Collected data entries
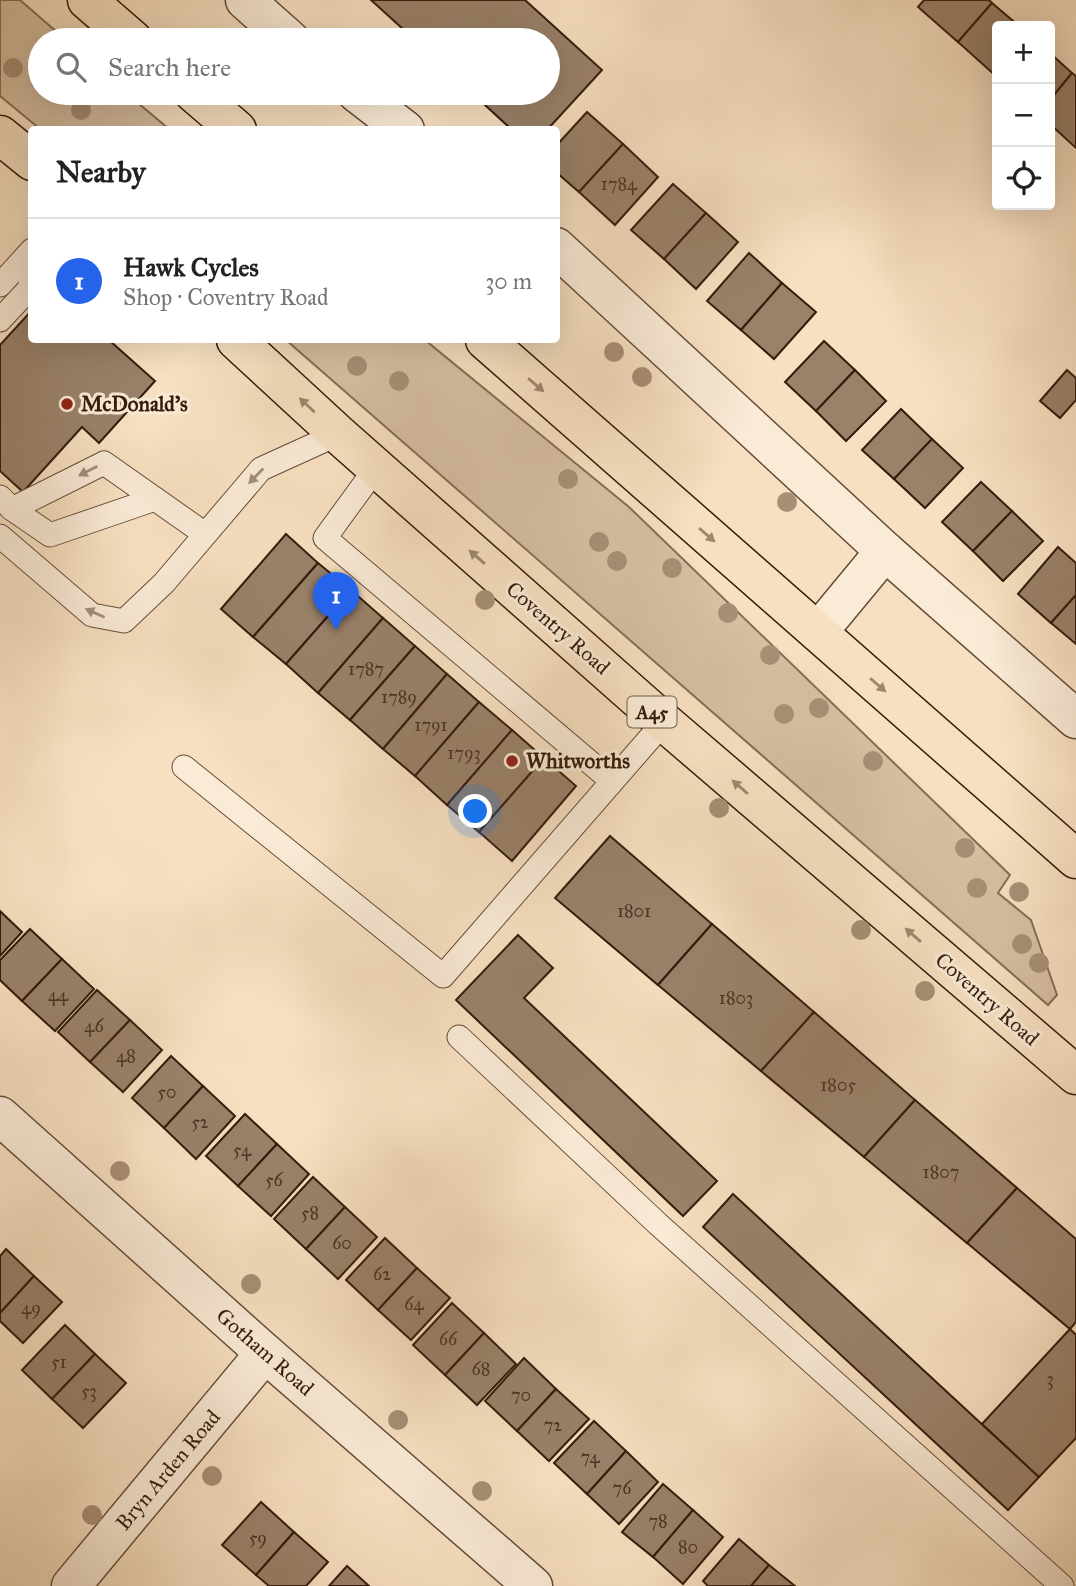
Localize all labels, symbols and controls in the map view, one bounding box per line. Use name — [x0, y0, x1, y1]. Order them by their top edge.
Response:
map controls — [992, 21, 1055, 210]
button: + — [992, 21, 1055, 84]
search box — [28, 28, 560, 105]
icon: search — [52, 48, 90, 86]
text: Search here — [108, 51, 231, 83]
button: − — [992, 84, 1055, 147]
button: locate — [992, 147, 1055, 210]
text: Nearby — [56, 154, 146, 190]
house number: 1784 — [601, 173, 638, 195]
text: Hawk Cycles — [123, 251, 259, 283]
text: 1 — [74, 267, 84, 295]
text: 30 m — [485, 267, 532, 295]
text: Shop · Coventry Road — [123, 283, 329, 311]
one-way arrow — [527, 376, 544, 392]
place label: McDonald's — [81, 391, 188, 417]
marker: McDonald's — [59, 396, 75, 412]
one-way arrow — [299, 398, 316, 414]
one-way arrow — [78, 465, 98, 476]
one-way arrow — [247, 467, 264, 484]
one-way arrow — [698, 526, 715, 542]
one-way arrow — [469, 549, 486, 565]
pin: 1 — [313, 572, 359, 630]
street label: Coventry Road — [501, 576, 616, 680]
one-way arrow — [85, 607, 105, 619]
house number: 1787 — [348, 658, 384, 680]
one-way arrow — [869, 677, 887, 693]
house number: 1789 — [381, 686, 417, 708]
road number: A45 — [628, 696, 676, 727]
house number: 1791 — [414, 714, 448, 736]
house number: 1793 — [447, 742, 481, 764]
place label: Whitworths — [526, 748, 630, 774]
marker: Whitworths — [504, 753, 520, 769]
one-way arrow — [731, 779, 749, 795]
your location — [458, 794, 492, 828]
house number: 1801 — [617, 900, 651, 922]
one-way arrow — [904, 928, 921, 943]
street label: Coventry Road — [930, 947, 1045, 1051]
house number: 44 — [48, 984, 69, 1006]
house number: 1803 — [719, 987, 753, 1009]
house number: 46 — [84, 1015, 104, 1037]
house number: 48 — [116, 1045, 136, 1067]
house number: 1805 — [820, 1074, 856, 1096]
house number: 50 — [158, 1081, 176, 1103]
house number: 52 — [191, 1111, 209, 1133]
house number: 54 — [233, 1139, 252, 1161]
house number: 1807 — [923, 1161, 959, 1183]
house number: 56 — [265, 1169, 284, 1191]
house number: 58 — [301, 1202, 319, 1224]
house number: 60 — [332, 1232, 352, 1254]
house number: 62 — [373, 1263, 391, 1285]
house number: 64 — [404, 1293, 425, 1315]
house number: 49 — [21, 1297, 41, 1319]
street label: Gotham Road — [211, 1302, 320, 1402]
house number: 66 — [439, 1328, 458, 1350]
house number: 51 — [51, 1351, 67, 1373]
house number: 68 — [472, 1358, 490, 1380]
house number: 3 — [1046, 1368, 1054, 1390]
house number: 53 — [81, 1380, 97, 1402]
house number: 70 — [511, 1384, 531, 1406]
street label: Bryn Arden Road — [110, 1404, 226, 1536]
house number: 72 — [544, 1414, 562, 1436]
house number: 74 — [580, 1446, 601, 1468]
house number: 76 — [613, 1477, 632, 1499]
house number: 78 — [648, 1510, 668, 1532]
house number: 59 — [249, 1527, 267, 1549]
house number: 80 — [678, 1536, 698, 1558]

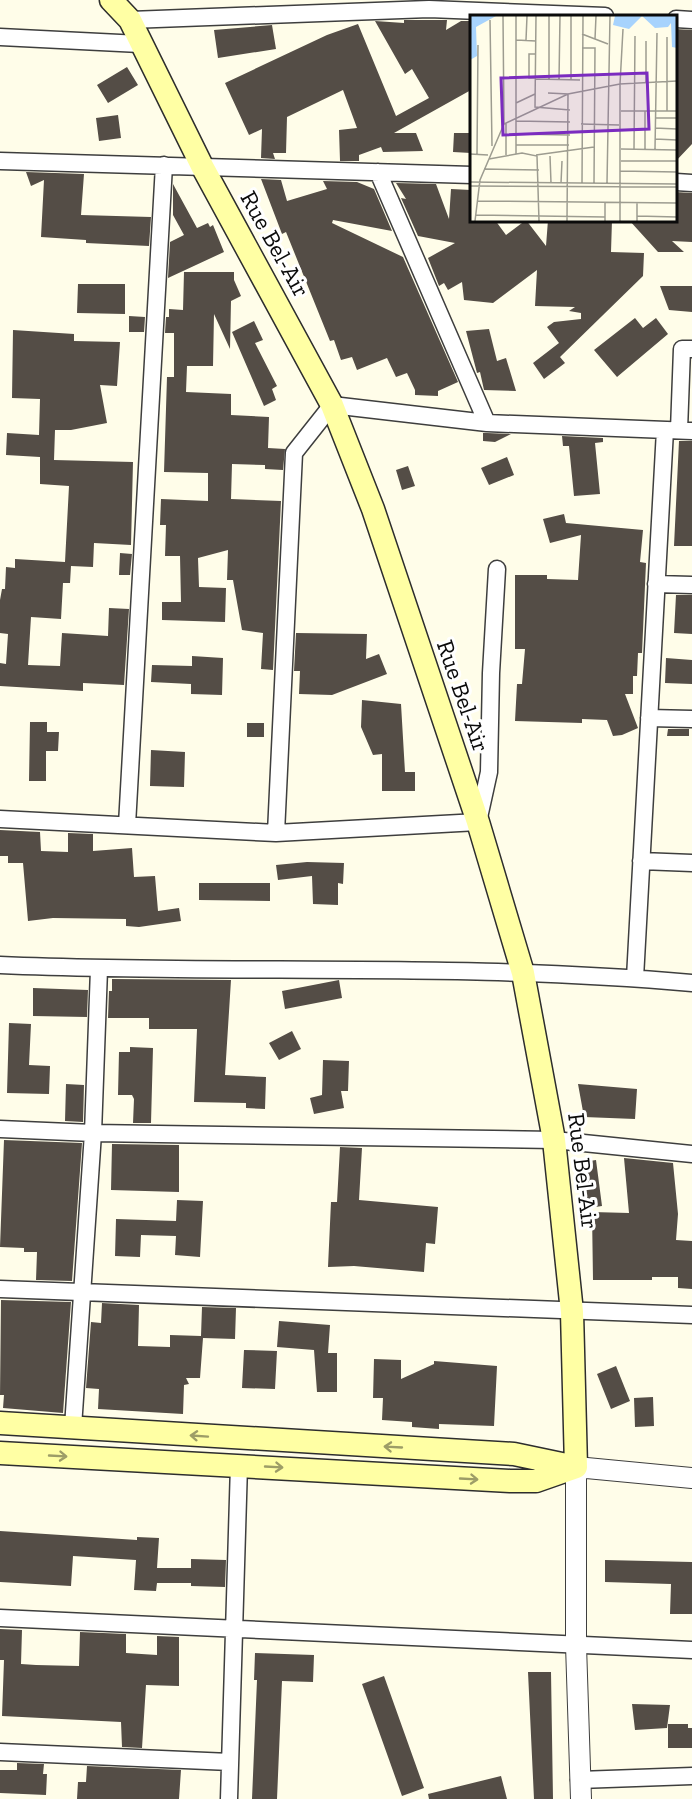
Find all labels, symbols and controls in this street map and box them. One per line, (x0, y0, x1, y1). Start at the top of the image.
inset map (470, 15, 677, 222)
street label: Rue Bel-Air (234, 186, 316, 302)
street label: Rue Bel-Air (431, 636, 496, 756)
street label: Rue Bel-Air (562, 1111, 605, 1231)
one-way arrow (189, 1430, 209, 1441)
one-way arrow (384, 1441, 404, 1452)
one-way arrow (48, 1450, 68, 1461)
one-way arrow (264, 1462, 284, 1473)
one-way arrow (458, 1474, 478, 1485)

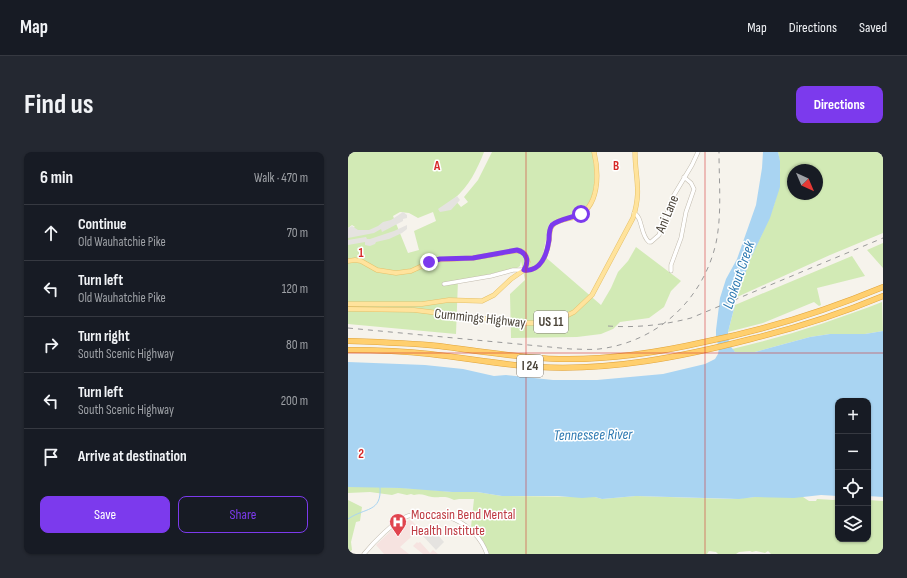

WHAT IS REQUIRED
Every line of the data above is to be set down word for word, with the pictures left out.

RESPONSE BOX
Localize all labels, symbols and controls in the map view, one bounding box per line. Use name — [x0, y0, x1, y1]. Order them by their top edge.
Response:
map controls — [992, 21, 1055, 210]
button: + — [992, 21, 1055, 84]
search box — [28, 28, 560, 105]
icon: search — [52, 48, 90, 86]
text: Search here — [108, 51, 231, 83]
button: − — [992, 84, 1055, 147]
button: locate — [992, 147, 1055, 210]
text: Nearby — [56, 154, 146, 190]
house number: 1784 — [601, 173, 638, 195]
text: Hawk Cycles — [123, 251, 259, 283]
text: 1 — [74, 267, 84, 295]
text: 30 m — [485, 267, 532, 295]
text: Shop · Coventry Road — [123, 283, 329, 311]
one-way arrow — [527, 376, 544, 392]
place label: McDonald's — [81, 391, 188, 417]
marker: McDonald's — [59, 396, 75, 412]
one-way arrow — [299, 398, 316, 414]
one-way arrow — [78, 465, 98, 476]
one-way arrow — [247, 467, 264, 484]
one-way arrow — [698, 526, 715, 542]
one-way arrow — [469, 549, 486, 565]
pin: 1 — [313, 572, 359, 630]
street label: Coventry Road — [501, 576, 616, 680]
one-way arrow — [85, 607, 105, 619]
house number: 1787 — [348, 658, 384, 680]
one-way arrow — [869, 677, 887, 693]
house number: 1789 — [381, 686, 417, 708]
road number: A45 — [628, 696, 676, 727]
house number: 1791 — [414, 714, 448, 736]
house number: 1793 — [447, 742, 481, 764]
place label: Whitworths — [526, 748, 630, 774]
marker: Whitworths — [504, 753, 520, 769]
one-way arrow — [731, 779, 749, 795]
your location — [458, 794, 492, 828]
house number: 1801 — [617, 900, 651, 922]
one-way arrow — [904, 928, 921, 943]
street label: Coventry Road — [930, 947, 1045, 1051]
house number: 44 — [48, 984, 69, 1006]
house number: 1803 — [719, 987, 753, 1009]
house number: 46 — [84, 1015, 104, 1037]
house number: 48 — [116, 1045, 136, 1067]
house number: 1805 — [820, 1074, 856, 1096]
house number: 50 — [158, 1081, 176, 1103]
house number: 52 — [191, 1111, 209, 1133]
house number: 54 — [233, 1139, 252, 1161]
house number: 1807 — [923, 1161, 959, 1183]
house number: 56 — [265, 1169, 284, 1191]
house number: 58 — [301, 1202, 319, 1224]
house number: 60 — [332, 1232, 352, 1254]
house number: 62 — [373, 1263, 391, 1285]
house number: 64 — [404, 1293, 425, 1315]
house number: 49 — [21, 1297, 41, 1319]
street label: Gotham Road — [211, 1302, 320, 1402]
house number: 66 — [439, 1328, 458, 1350]
house number: 51 — [51, 1351, 67, 1373]
house number: 68 — [472, 1358, 490, 1380]
house number: 3 — [1046, 1368, 1054, 1390]
house number: 53 — [81, 1380, 97, 1402]
house number: 70 — [511, 1384, 531, 1406]
street label: Bryn Arden Road — [110, 1404, 226, 1536]
house number: 72 — [544, 1414, 562, 1436]
house number: 74 — [580, 1446, 601, 1468]
house number: 76 — [613, 1477, 632, 1499]
house number: 78 — [648, 1510, 668, 1532]
house number: 59 — [249, 1527, 267, 1549]
house number: 80 — [678, 1536, 698, 1558]

Find all labels, symbols and controls in this street map and box them. One per line, (x0, y0, x1, y1). Start at the top of the image.
inset map (470, 15, 677, 222)
street label: Rue Bel-Air (234, 186, 316, 302)
street label: Rue Bel-Air (431, 636, 496, 756)
street label: Rue Bel-Air (562, 1111, 605, 1231)
one-way arrow (189, 1430, 209, 1441)
one-way arrow (384, 1441, 404, 1452)
one-way arrow (48, 1450, 68, 1461)
one-way arrow (264, 1462, 284, 1473)
one-way arrow (458, 1474, 478, 1485)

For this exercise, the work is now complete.